Records excerpted from a collection
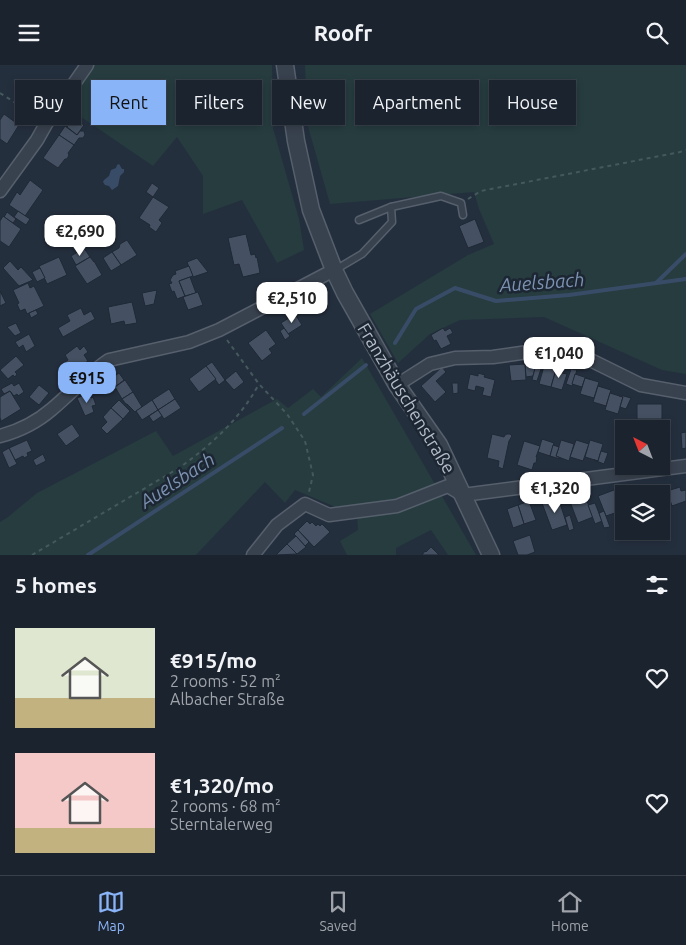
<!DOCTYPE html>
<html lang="en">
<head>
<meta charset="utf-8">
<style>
  body { margin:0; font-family:Ubuntu,sans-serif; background:#242b36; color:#f1f3f6; height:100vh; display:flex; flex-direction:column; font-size:19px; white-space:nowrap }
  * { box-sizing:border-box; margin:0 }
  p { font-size:16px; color:#a0a4aa }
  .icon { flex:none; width:28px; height:28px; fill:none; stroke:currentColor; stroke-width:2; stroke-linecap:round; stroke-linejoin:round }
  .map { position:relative; height:490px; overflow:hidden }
  .panel { display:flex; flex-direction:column; background:#1b232e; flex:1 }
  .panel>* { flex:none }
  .banner { position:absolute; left:15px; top:15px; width:656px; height:45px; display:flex; gap:10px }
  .needle { width:32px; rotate:318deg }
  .tools { position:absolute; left:615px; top:355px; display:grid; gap:10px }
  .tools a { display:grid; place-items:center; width:55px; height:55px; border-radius:0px; background:#1b232e; box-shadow:0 2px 8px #0003,0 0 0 1px #39404a; font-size:25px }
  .price { position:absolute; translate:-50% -42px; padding:0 11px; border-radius:10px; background:#fff; color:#222; font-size:16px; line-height:32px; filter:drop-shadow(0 1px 2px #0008) }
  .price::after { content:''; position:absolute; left:50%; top:30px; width:15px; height:11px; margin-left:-8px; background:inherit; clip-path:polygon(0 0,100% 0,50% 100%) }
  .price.on { background:#8ab4f8; color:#111 }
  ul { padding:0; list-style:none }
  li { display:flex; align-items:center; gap:15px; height:125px; padding:0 15px }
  li span { display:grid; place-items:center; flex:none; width:140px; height:100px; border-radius:0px; color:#555 }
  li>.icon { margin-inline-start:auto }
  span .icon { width:60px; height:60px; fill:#fffc; stroke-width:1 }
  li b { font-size:21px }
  h2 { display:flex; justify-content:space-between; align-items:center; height:60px; padding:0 15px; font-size:21px }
  .pill { padding:0 18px; border-radius:0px; background:#1b232e; box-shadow:0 2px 8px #0003,0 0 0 1px #39404a; font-size:18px; line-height:45px }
  .pill.on { background:#8ab4f8; color:#111 }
  header { display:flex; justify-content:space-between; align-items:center; height:65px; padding:0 15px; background:#1b232e; font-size:22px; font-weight:600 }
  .tabs { display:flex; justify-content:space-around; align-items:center; height:70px; border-top:1px solid #39404a; background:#1b232e; font-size:14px; color:#a0a4aa }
  .tabs a { display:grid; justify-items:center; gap:2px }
  .tabs .on { color:#8ab4f8 }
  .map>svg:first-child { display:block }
  .green { fill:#263c3f }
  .water { fill:#394c67 }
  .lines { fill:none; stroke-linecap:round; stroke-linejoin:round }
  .stream { stroke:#394c67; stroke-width:4 }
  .building { fill:#455162; stroke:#1f2835 }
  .service-casing { stroke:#565f6c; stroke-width:9 }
  .minor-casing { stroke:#565f6c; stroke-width:15 }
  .tertiary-casing { stroke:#565f6c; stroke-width:19 }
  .path { stroke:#44595c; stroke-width:2; stroke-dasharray:4 4; stroke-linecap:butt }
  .service { stroke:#38414e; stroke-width:6 }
  .minor { stroke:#38414e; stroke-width:12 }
  .tertiary { stroke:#38414e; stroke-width:16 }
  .labels { text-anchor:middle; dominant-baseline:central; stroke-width:5; stroke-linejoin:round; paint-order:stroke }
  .street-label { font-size:18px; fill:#b4bcc9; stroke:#1d2633 }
  .water-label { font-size:19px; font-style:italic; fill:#7c92b1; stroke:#1d2633 }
</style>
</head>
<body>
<header><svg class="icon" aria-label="menu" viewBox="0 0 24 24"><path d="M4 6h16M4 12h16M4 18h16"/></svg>Roofr<svg class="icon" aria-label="search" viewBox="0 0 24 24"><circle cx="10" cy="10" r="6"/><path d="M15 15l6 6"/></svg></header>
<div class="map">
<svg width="686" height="490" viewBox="0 0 686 490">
  <rect width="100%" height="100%" fill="#242f3e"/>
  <!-- green -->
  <g class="green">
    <polygon points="93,0 272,0 273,63 299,154 304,185 277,198 242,135 203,149 203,111 177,72 153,101 65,41"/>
    <polygon points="305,0 686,0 686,309 662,305 544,252 460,255 430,269 398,298 370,249 468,190 494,179 479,144 474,127 330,139 307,58"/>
    <polygon points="362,293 476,490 448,490 431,465 396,483 396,490 347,490 340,476 358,465 357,451 295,425 285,438 265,417 196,490 0,490 0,457 8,452 37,428 156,366 173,391 277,334 288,343 313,324 321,332"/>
  </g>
  <!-- water -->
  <polygon class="water" points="119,99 122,104 124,104 124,107 120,111 118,121 112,125 109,121 105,120 103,117 104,115 109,111 111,105 116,103 117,100"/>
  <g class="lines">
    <!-- stream -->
    <g class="stream">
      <polyline points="656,218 686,189"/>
      <polyline points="395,278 416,244 455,223 496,236 569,230 686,214"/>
      <polyline points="304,349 366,300"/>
      <polyline points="88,490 282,363"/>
    </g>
  </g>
  <!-- building -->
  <g class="building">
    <polygon points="4,49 19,60 7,79 0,74 0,55"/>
    <polygon points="73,53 84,60 77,70 67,62"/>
    <polygon points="65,61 77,70 80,66 84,66 85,70 83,73 79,73 74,80 59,70"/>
    <polygon points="59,70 74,80 68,88 69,90 67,94 65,94 58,103 43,93"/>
    <polygon points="30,115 43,125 25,151 9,140 17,127 20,130"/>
    <polygon points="152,118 159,123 153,132 146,127"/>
    <polygon points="153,132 169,142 159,155 162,158 156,167 149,162 150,160 139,153"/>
    <polygon points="18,146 30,154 26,160 14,152"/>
    <polygon points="7,147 16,154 13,158 4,152"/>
    <polygon points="74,149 89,159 77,175 62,165"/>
    <polygon points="3,151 21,164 9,182 0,176 0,156"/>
    <polygon points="475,154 484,177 468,183 459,161"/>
    <polygon points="52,161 61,167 54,178 45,172"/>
    <polygon points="246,169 251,190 255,189 256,193 257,192 260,208 243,212 239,199 234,200 228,173"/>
    <polygon points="127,175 137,190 121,200 112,187 119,183 120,179"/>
    <polygon points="84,183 90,192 76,200 71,191"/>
    <polygon points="112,187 121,200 111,206 103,193"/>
    <polygon points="59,192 67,210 47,219 39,201"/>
    <polygon points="90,192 94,197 94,196 102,210 87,219 75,201"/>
    <polygon points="197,193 208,207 193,212 187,197"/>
    <polygon points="10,196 18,205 21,202 33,215 19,221 3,203"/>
    <polygon points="189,201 193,211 179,216 185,231 177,234 174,226 172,227 169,219 172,218 170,215 173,210 176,209 175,206"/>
    <polygon points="40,203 45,213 37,217 32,207"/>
    <polygon points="190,212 196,228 185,231 179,216"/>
    <polygon points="28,218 30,223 34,221 44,241 27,249 25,244 20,246 17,239 19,238 13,225"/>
    <polygon points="157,225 154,239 145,241 142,228"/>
    <polygon points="0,226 6,238 0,241"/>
    <polygon points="198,227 203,240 188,245 183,232"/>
    <polygon points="132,237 137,258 125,260 124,256 111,259 108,242"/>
    <polygon points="81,243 84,250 91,246 95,254 63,272 58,263 70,256 67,250"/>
    <polygon points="36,245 38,249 31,253 29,248"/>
    <polygon points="295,249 302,260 288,269 281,258"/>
    <polygon points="16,258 21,268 15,271 7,262"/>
    <polygon points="284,263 290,271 285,275 280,266"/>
    <polygon points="443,263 445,266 450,263 453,268 447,271 451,279 441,284 436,275 434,276 431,270"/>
    <polygon points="266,265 276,279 269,284 272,288 262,296 248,278"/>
    <polygon points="29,269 35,281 26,287 23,280 19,283 15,277"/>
    <polygon points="77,281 80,285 84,281 88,287 84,290 88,296 69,308 62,299 68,295 65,290"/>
    <polygon points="16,291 24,300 15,307 17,309 15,312 13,310 8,314 0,305"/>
    <polygon points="212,297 225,315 219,320 206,301"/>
    <polygon points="537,298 533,311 526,312 525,299"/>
    <polygon points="525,299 526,315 511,316 509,300"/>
    <polygon points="536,299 542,301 537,316 532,315"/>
    <polygon points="206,301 216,314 199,327 189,314"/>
    <polygon points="544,301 556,305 551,322 539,319"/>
    <polygon points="557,301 563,302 562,308 567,309 562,325 551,322"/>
    <polygon points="442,302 446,307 436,316 446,327 435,337 421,321"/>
    <polygon points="571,304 577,305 572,321 566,319"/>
    <polygon points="236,306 244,317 234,325 225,315"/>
    <polygon points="119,308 124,315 115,322 110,314"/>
    <polygon points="478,308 485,310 484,312 495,315 491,332 482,330 484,323 476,321 475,326 467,324 470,309 478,311"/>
    <polygon points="575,309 590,314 585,313 582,322 572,319"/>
    <polygon points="585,313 599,317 594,333 580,329"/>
    <polygon points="125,315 133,327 122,334 115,322"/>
    <polygon points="12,318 14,321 19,318 24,327 18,331 17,329 14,331 10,326 4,329 1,324"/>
    <polygon points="452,318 458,318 458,328 453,329"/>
    <polygon points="39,320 49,328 39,340 29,332"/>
    <polygon points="598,321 611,325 606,341 593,337"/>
    <polygon points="169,324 175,334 158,345 152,335"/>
    <polygon points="10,326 21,344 0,357 1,355 0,353 0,332"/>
    <polygon points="133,327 142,342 135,347 127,339 126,339 122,334"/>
    <polygon points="89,328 91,333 93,332 96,340 92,341 94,347 85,351 77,333"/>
    <polygon points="610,328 623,332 618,349 605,345"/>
    <polygon points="620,330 631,333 626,344 620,342 623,332 619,331"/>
    <polygon points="175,334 181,343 164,354 158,345"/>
    <polygon points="119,335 130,346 123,354 111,343"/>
    <polygon points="152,335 158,345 142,355 136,346"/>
    <rect x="637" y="339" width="25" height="15"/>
    <polygon points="111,343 123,354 107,369 101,363 107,357 103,352"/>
    <polygon points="158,345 162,351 153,357 149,351"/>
    <polygon points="72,359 80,371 66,381 57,369"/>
    <polygon points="686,367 686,383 682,384 681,368"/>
    <polygon points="492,369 504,372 505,370 507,369 510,369 512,371 509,376 503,404 498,402 499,396 487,393"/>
    <polygon points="542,374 554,378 550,391 538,387"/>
    <polygon points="27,375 32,386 27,388 28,391 24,393 23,391 15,395 9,383"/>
    <polygon points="561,375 574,379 569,396 556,391"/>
    <polygon points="576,375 589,379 583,396 570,392"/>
    <polygon points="590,375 603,379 598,396 585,392"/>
    <polygon points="524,376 540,381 536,392 537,392 536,398 534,398 532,405 517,400"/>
    <polygon points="553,380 559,382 556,391 560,393 560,394 550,391"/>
    <polygon points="9,383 17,399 9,403 2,387"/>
    <polygon points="621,383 624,383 624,397 622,397"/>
    <polygon points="601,386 608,388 604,399 594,395 598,396"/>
    <polygon points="43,389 46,396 36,401 33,395"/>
    <polygon points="665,419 668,429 663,431 665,437 661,439 661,429 657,429 656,426 651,428 650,424"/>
    <polygon points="680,422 681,426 686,425 686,436 672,441 667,426"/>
    <polygon points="614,425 621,446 606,451 598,431"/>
    <polygon points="584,428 593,452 578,458 569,434"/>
    <polygon points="558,432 567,460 552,465 542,438"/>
    <polygon points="529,436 536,455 524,459 518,440"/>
    <polygon points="595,438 602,456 595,459 588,440"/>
    <polygon points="518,440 524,459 513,463 507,444"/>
    <polygon points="604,446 610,462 604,463 599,448"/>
    <polygon points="570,450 574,464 569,466 565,452"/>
    <polygon points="307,456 310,459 312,457 316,461 318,459 320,461 322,459 330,467 314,482 298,465"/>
    <polygon points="298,465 309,477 305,481 294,469"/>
    <polygon points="530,470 535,487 527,490 518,490 513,476"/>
    <polygon points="296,471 306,482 297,489 287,479"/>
    <polygon points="287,479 297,489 276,490"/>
    <polygon points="431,482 439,490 422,490 425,486 426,487"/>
  </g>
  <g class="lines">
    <!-- service casing -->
    <g class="service-casing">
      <g id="service">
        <polyline points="359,155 391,142 441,131 461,138 463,150"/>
        <polyline points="335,205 362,189 392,157 391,142"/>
      </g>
    </g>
    <!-- minor casing -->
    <g class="minor-casing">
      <g id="minor">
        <polyline points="0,126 37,75 46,59 87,0"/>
        <polyline points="397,320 430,299 455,293 493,292 542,285 568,284 641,320 686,328"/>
        <path d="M0,371C19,366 37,357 52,344C71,328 88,309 109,295L189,277L219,265L334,205"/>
        <polyline points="253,490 277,460 305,439 329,450 397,441 448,421 463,430 686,401"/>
      </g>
    </g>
    <!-- tertiary casing -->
    <g class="tertiary-casing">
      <polyline id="tertiary" points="285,0 296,76 311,145 334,205 345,228 397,320 439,380 491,490"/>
    </g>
    <!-- path -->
    <g class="path">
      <polyline points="0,28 36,51"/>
      <polyline points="468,134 481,126 680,87 686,85"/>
      <polyline points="227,275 259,319 287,349 305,376 313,410 309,427"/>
      <path d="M32,490L179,403C211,380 240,354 259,319"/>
    </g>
    <!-- service -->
    <use href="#service" class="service"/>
    <!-- minor -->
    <use href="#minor" class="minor"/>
    <!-- tertiary -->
    <use href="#tertiary" class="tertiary"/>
  </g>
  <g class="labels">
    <!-- street labels -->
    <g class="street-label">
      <text transform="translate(407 333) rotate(59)">Franzhäuschenstraße</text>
    </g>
    <!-- water labels -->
    <g class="water-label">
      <text transform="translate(542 217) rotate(-4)">Auelsbach</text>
      <text transform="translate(177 415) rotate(-33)">Auelsbach</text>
    </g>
  </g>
</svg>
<div class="tools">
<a><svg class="needle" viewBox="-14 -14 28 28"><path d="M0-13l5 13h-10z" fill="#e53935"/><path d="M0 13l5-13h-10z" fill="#a0a4aa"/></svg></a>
<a><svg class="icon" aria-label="layers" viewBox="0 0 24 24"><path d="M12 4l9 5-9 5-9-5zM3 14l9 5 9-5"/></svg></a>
</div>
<b class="price" style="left:80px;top:192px">€2,690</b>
<b class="price" style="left:292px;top:259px">€2,510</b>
<b class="price" style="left:559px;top:314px">€1,040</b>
<b class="price on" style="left:87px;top:339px">€915</b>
<b class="price" style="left:555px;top:449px">€1,320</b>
<div class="banner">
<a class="pill">Buy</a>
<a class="pill on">Rent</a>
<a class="pill">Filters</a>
<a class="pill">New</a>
<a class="pill">Apartment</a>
<a class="pill">House</a>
</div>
</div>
<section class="panel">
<h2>5 homes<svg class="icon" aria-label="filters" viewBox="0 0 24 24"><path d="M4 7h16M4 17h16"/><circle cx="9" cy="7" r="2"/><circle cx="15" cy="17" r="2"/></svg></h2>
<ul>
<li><span style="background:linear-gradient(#dfe7d0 70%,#c2b280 0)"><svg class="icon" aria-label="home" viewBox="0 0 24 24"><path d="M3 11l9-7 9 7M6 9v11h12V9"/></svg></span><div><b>€915/mo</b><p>2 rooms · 52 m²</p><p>Albacher Straße</p></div><svg class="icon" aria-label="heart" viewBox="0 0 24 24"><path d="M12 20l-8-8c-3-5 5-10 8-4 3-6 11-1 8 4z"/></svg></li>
<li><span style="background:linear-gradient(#f6c9c9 75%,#c2b280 0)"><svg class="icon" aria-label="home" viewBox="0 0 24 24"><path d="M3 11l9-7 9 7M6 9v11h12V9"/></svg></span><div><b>€1,320/mo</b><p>2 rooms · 68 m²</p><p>Sterntalerweg</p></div><svg class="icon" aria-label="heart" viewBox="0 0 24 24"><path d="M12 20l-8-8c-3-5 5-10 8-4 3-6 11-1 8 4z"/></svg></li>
</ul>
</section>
<nav class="tabs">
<a class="on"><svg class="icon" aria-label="map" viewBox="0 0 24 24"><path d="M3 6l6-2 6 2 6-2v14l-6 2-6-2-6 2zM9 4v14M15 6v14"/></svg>Map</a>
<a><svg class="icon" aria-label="saved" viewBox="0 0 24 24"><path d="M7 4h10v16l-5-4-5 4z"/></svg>Saved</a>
<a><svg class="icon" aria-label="home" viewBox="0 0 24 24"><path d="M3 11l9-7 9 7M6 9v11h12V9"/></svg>Home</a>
</nav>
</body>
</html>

--- WHAT YOU NEED TO DO ---
The answer must be a single number: how many lines above contain the word "tools".

--- SOLVED PROBLEM ---
3